Reputation: 2076
I want to replace all the single character in my string with a blank. My idea is that there should be a space before and after the single character. So i have put spaces before and after the character but that doesn't seem to work. I also wanted to replace string with more than 1 char. i.e if i want to replace all char with length 2 or so, then how would the code change.
str="I have a cat of white color"
str=gsub("([[:space:]][[a-z]][[:space:]])", "", str)
Upvotes: 2
Views: 2121
Reputation: 626835
I want to replace all the single character in my string with a blank. My idea is that there should be a space before and after the single character.
The idea is not correct, a word is not always surrounded with spaces. What if the words is at the beginning of the string? Or at the end? Or is followed with a punctuation?
Use \b
word boundary:
There are three different positions that qualify as word boundaries:
- Before the first character in the string, if the first character is a word character.
- After the last character in the string, if the last character is a word character.
- Between two characters in the string, where one is a word character and the other is not a word character.
NOTE that in R, when you use gsub
, it is best to use it with the PCRE regex (pass perl=T
):
POSIX 1003.2 mode of
gsub
andgregexpr
does not work correctly with repeated word-boundaries (e.g.,pattern = "\b"
).
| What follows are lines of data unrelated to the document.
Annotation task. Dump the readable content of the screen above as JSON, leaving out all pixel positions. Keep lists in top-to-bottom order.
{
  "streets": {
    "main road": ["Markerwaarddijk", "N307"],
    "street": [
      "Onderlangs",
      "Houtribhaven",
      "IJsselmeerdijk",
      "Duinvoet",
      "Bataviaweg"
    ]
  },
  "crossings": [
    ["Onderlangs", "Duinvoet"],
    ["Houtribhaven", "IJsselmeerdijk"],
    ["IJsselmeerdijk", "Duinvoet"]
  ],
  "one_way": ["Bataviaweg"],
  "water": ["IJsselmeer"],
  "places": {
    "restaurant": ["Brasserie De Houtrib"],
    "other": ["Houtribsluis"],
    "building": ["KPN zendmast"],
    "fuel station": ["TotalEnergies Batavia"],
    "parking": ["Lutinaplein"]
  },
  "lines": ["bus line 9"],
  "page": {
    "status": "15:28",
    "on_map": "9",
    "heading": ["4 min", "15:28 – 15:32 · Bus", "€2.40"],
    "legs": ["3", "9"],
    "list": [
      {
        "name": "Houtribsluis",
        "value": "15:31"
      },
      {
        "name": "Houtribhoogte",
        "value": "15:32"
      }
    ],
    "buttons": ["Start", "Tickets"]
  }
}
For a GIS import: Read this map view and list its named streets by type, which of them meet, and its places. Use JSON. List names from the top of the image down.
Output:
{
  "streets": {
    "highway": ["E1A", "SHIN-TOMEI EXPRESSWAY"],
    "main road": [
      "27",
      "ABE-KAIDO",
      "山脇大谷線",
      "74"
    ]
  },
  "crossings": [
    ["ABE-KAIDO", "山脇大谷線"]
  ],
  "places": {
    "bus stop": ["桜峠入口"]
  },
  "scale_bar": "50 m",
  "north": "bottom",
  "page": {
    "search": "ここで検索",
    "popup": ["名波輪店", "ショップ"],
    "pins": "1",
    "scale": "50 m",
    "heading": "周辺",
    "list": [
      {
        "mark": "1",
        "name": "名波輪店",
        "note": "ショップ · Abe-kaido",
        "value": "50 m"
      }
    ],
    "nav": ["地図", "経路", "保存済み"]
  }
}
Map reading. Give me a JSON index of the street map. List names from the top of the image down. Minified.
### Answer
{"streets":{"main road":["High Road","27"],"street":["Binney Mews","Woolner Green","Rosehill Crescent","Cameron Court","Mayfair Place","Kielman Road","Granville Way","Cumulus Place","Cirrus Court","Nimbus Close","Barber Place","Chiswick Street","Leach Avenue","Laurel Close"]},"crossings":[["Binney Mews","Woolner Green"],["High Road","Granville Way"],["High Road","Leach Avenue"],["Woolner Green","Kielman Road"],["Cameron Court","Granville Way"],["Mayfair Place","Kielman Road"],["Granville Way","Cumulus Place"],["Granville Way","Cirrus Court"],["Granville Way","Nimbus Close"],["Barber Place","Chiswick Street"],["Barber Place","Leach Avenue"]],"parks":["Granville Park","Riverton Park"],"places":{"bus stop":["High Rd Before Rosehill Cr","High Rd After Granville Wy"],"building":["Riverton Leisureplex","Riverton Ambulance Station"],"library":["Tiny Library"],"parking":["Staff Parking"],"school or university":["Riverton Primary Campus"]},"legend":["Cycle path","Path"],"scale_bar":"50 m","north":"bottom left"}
Useperl = TRUE
for such matches (but that may not work as expected with non-ASCII inputs, as the meaning of ‘word’ is system-dependent).
So, to match all 1-letter words, you need to use
gsub("(?i)\\b[a-z]\\b", "REPLACEMENT", input, perl=T) ## To replace 1 ASCII letter words
Note that (?i)
is a case-insensitive modifier (making a
match both a
and A
).
Now, you need to match 2 letter words:
gsub("(?i)\\b[a-z]{2}\\b", "REPLACEMENT", input, perl=T) ## To replace 2 ASCII letter words
Here, we are using a limiting quantifier {min, max}
/ {max}
to specify how many times the pattern quantified with this construct can be repeated.
See IDEONE demo:
> input = "I am a football fan"
> gsub("(?i)\\b[a-z]\\b", "REPLACEMENT", input, perl=T) ## To replace 1 ASCII letter words
[1] "REPLACEMENT am REPLACEMENT football fan"
gsub("(?i)\\b[a-z]{2}\\b", "REPLACEMENT", input, perl=T) ## To replace 2 ASCII letter words
[1] "I REPLACEMENT a football fan"
Upvotes: 2
Reputation: 521249
You need to use the quantifier regex property, e.g. [a-z]{2}
which matches the letters a
to z
twice together. The regex pattern you want is something along the lines of this:
\\s[a-z]{2}\\s
You can build this regex dynamically in R using an input number of characters. Here is a code snippet which demonstrates this:
str <- "I have a cat of white color"
nchars <- 2
exp <- paste0("\\s[a-z]{", nchars, "}\\s")
> gsub(exp, "", str)
[1] "I have a catwhite color"
Upvotes: 1